I only spent one night in Berlin (due to very limited time on that trip) and pretty much all of it was spent at Matrix. Kicked on dancing and drinking as long as I could, took a nap in the corner, then headed straight for the bus to Prague. Very fond memory. I'll visit properly one day.
Replying to you from Berlin with 200 MBit/s, thank you very much. Moved here a few years ago and can't really imagine living anywhere else in Germany.

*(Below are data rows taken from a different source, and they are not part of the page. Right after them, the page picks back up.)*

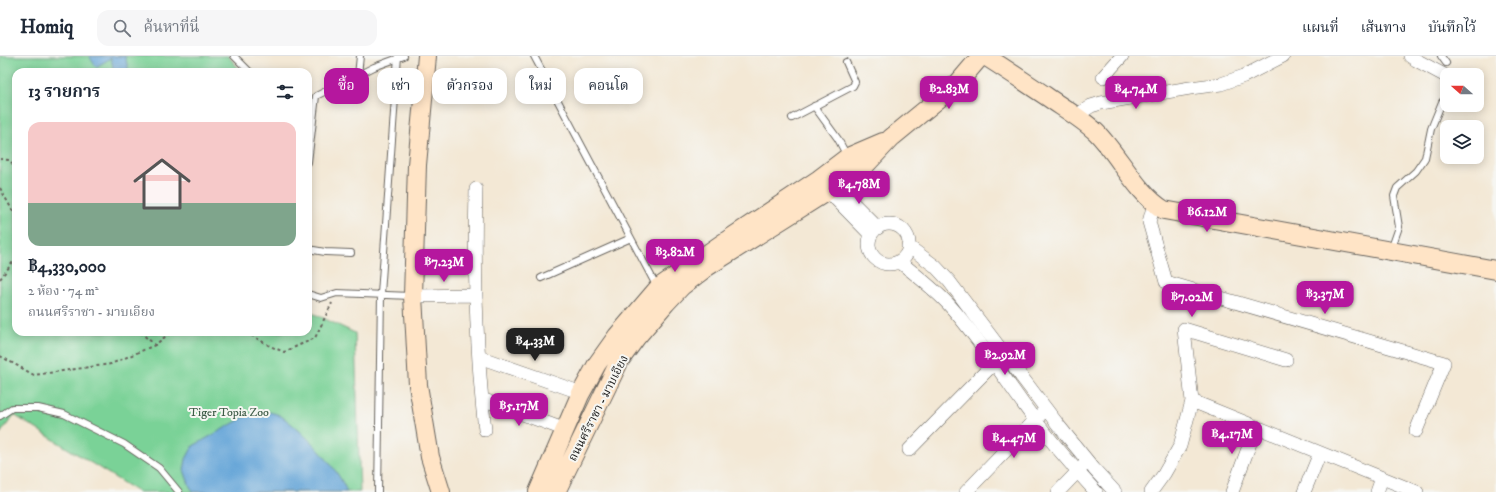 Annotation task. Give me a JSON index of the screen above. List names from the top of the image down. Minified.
{"streets":{"main road":["ถนนศรีราชา - มาบเอียง"]},"parks":["Tiger Topia Zoo"],"north":"left","page":{"header":"Homiq","search":"ค้นหาที่นี่","nav":["แผนที่","เส้นทาง","บันทึกไว้"],"chip":["ซื้อ","เช่า","ตัวกรอง","ใหม่","คอนโด"],"heading":"13 รายการ","price":["฿2.83M","฿4.74M","฿4.78M","฿6.12M","฿3.82M","฿7.23M","฿3.37M","฿7.02M","฿4.33M","฿2.92M","฿5.17M","฿4.17M","฿4.47M"],"list":[{"name":"฿4,330,000","note":"2 ห้อง · 74 m² · ถนนศรีราชา - มาบเอียง"}]}} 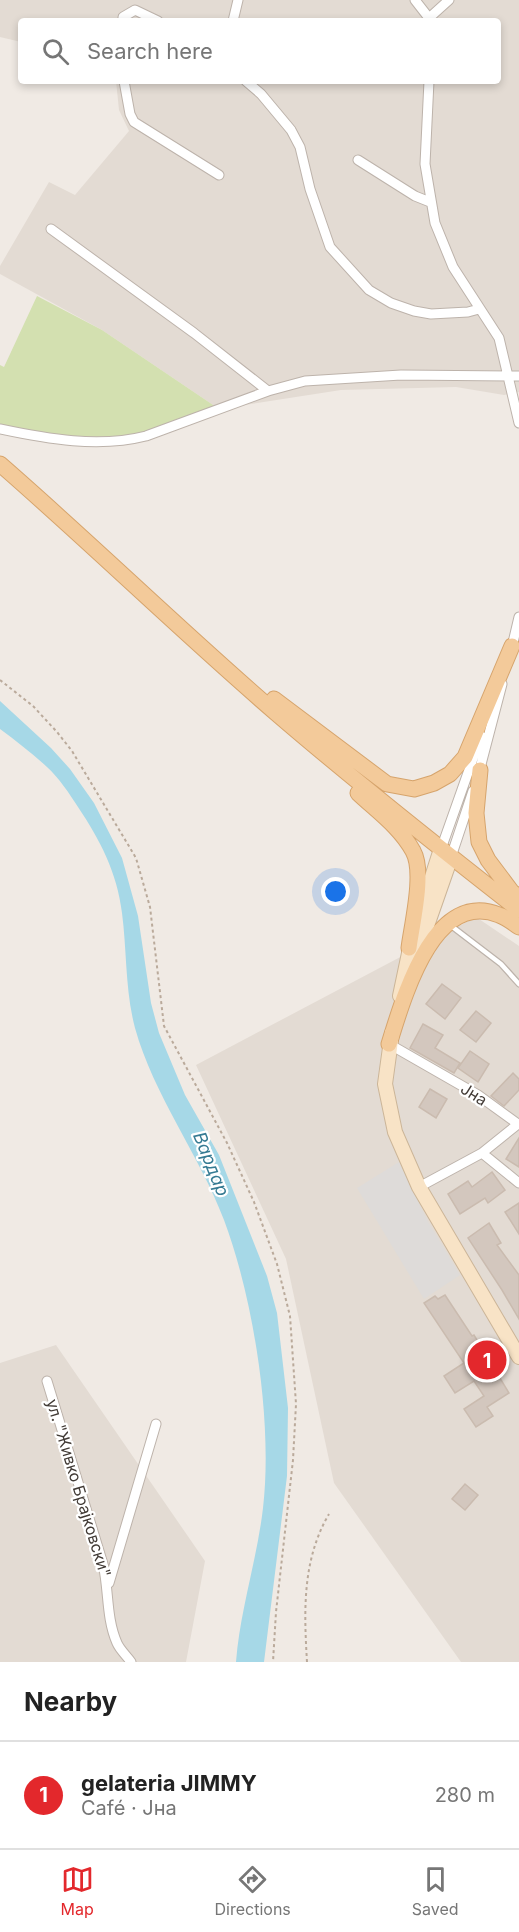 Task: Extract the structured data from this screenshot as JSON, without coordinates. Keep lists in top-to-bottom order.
{
  "streets": {
    "street": ["Јна", "ул. \"Живко Брајковски\""]
  },
  "water": ["Вардар"],
  "page": {
    "search": "Search here",
    "pins": "1",
    "heading": "Nearby",
    "list": [
      {
        "mark": "1",
        "name": "gelateria JIMMY",
        "note": "Café · Јна",
        "value": "280 m"
      }
    ],
    "nav": ["Map", "Directions", "Saved"]
  }
} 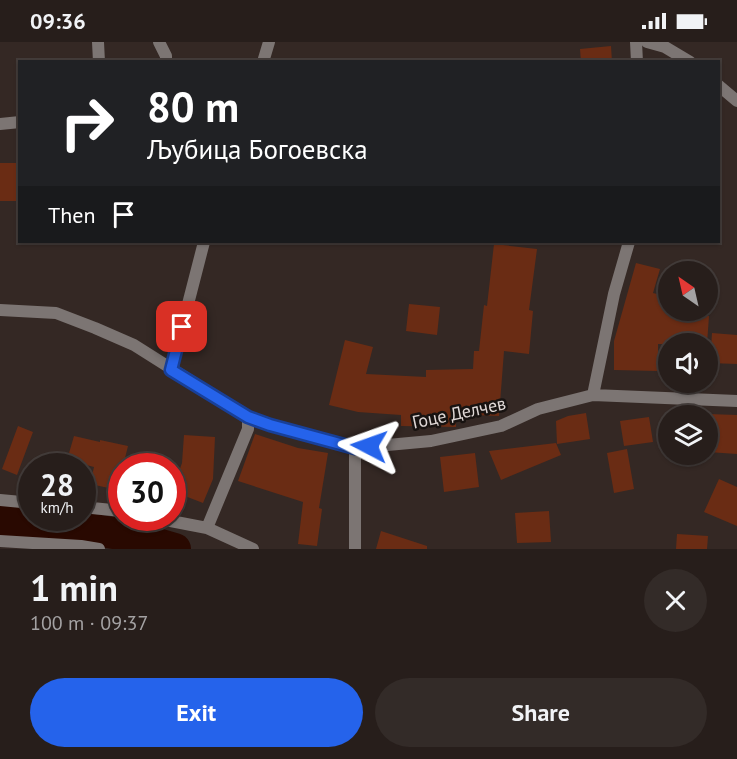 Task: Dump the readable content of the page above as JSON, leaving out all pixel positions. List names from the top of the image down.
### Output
{
  "streets": {
    "street": ["Гоце Делчев"]
  },
  "north": "top left",
  "page": {
    "status": "09:36",
    "turn": ["80 m", "Љубица Богоевска"],
    "then": "Then",
    "speed": "28 km/h",
    "limit": "30",
    "heading": ["1 min", "100 m · 09:37"],
    "buttons": ["Exit", "Share"]
  }
} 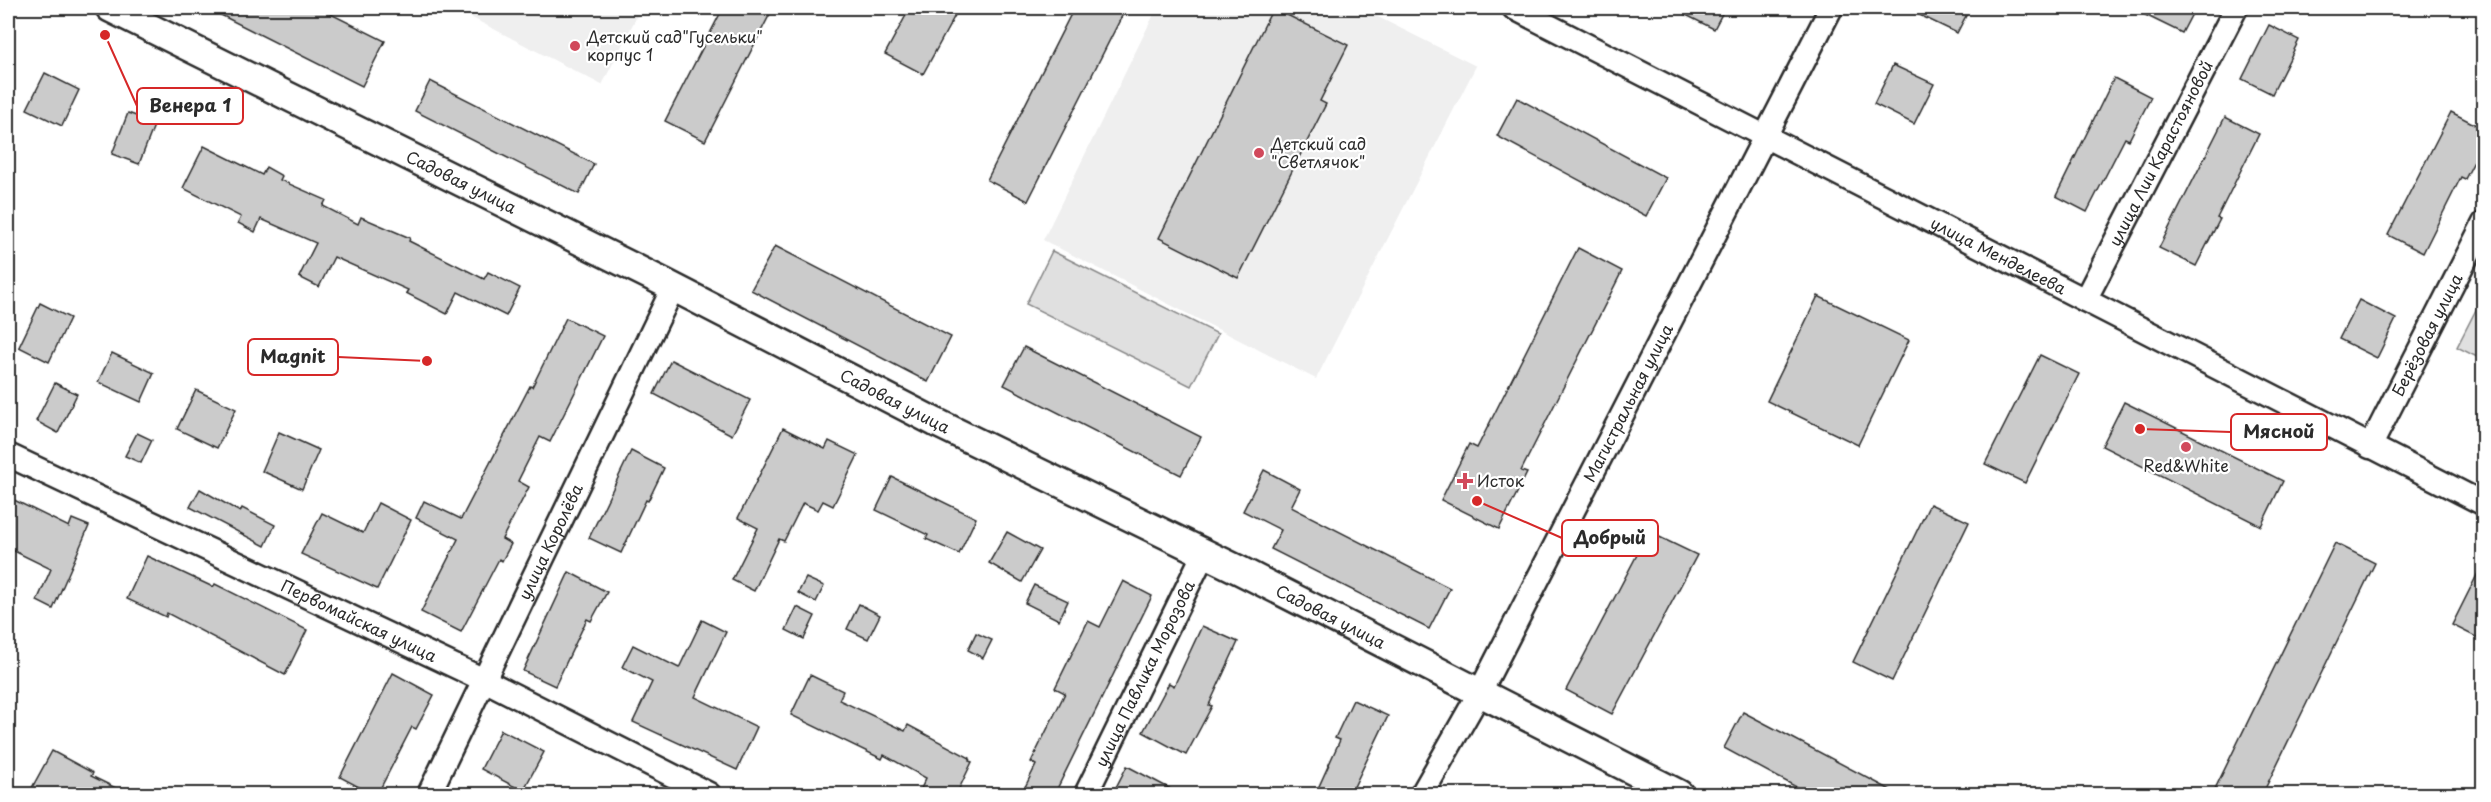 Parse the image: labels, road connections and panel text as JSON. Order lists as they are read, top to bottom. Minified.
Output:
{"streets":{"street":["улица Лии Карастояновой","Садовая улица","улица Менделеева","Берёзовая улица","Магистральная улица","улица Королёва","Первомайская улица","улица Павлика Морозова"]},"crossings":[["улица Лии Карастояновой","улица Менделеева"],["Садовая улица","Магистральная улица"],["Садовая улица","улица Королёва"],["Садовая улица","улица Павлика Морозова"],["улица Менделеева","Берёзовая улица"],["улица Менделеева","Магистральная улица"],["улица Королёва","Первомайская улица"]],"places":{"other":["Венера 1","Детский сад\"Гусельки\" корпус 1","Детский сад \"Светлячок\"","Magnit","Мясной","Red&White","Добрый"],"health":["Исток"]}} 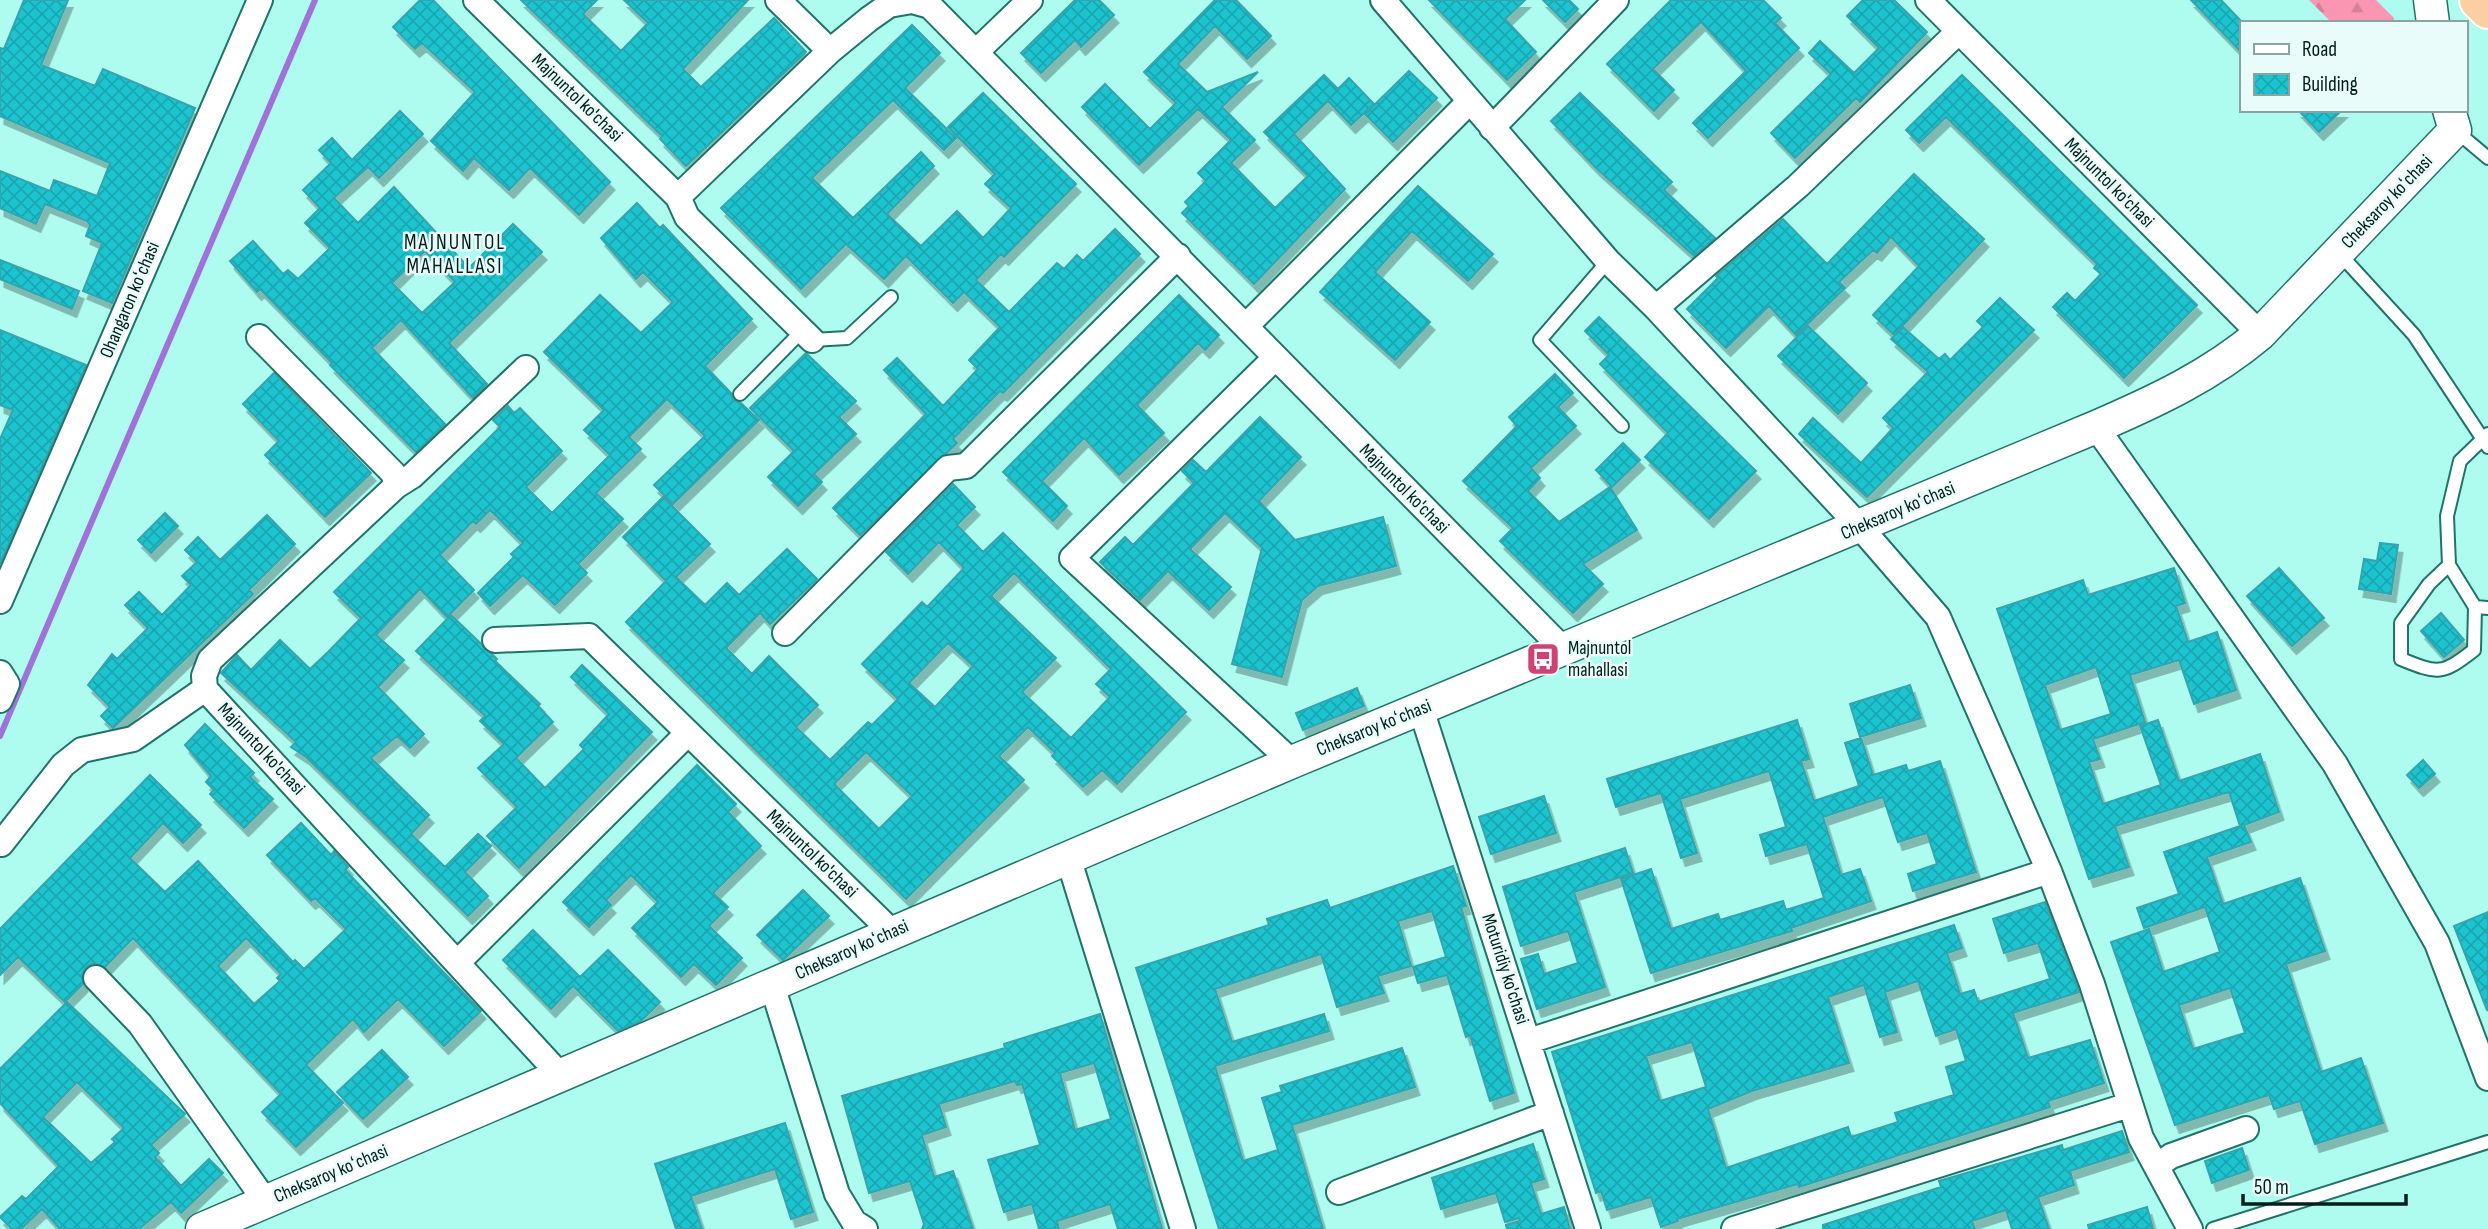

Saw some similar weird hatred on Reddit recently. Not sure what happened to people in Berlin but just like any other big city there are lovely and shitty parts. You got to spend some time here to know which is which (obviously this may be different for all of us).
Anyone is allowed to be whomever they want to be in Berlin - so there is a mix of things and people quite unparalleled.
> Berlin is the shithole of Germany and everybody, except people from Berlin, agrees on this. This opinion is more uniting than the fall of the Berlin wall or anything else in this country.
> Germans don't like Berlin.
Yeah, that's just nonsense. Not sure what makes you qualified to make such sweeping assertions.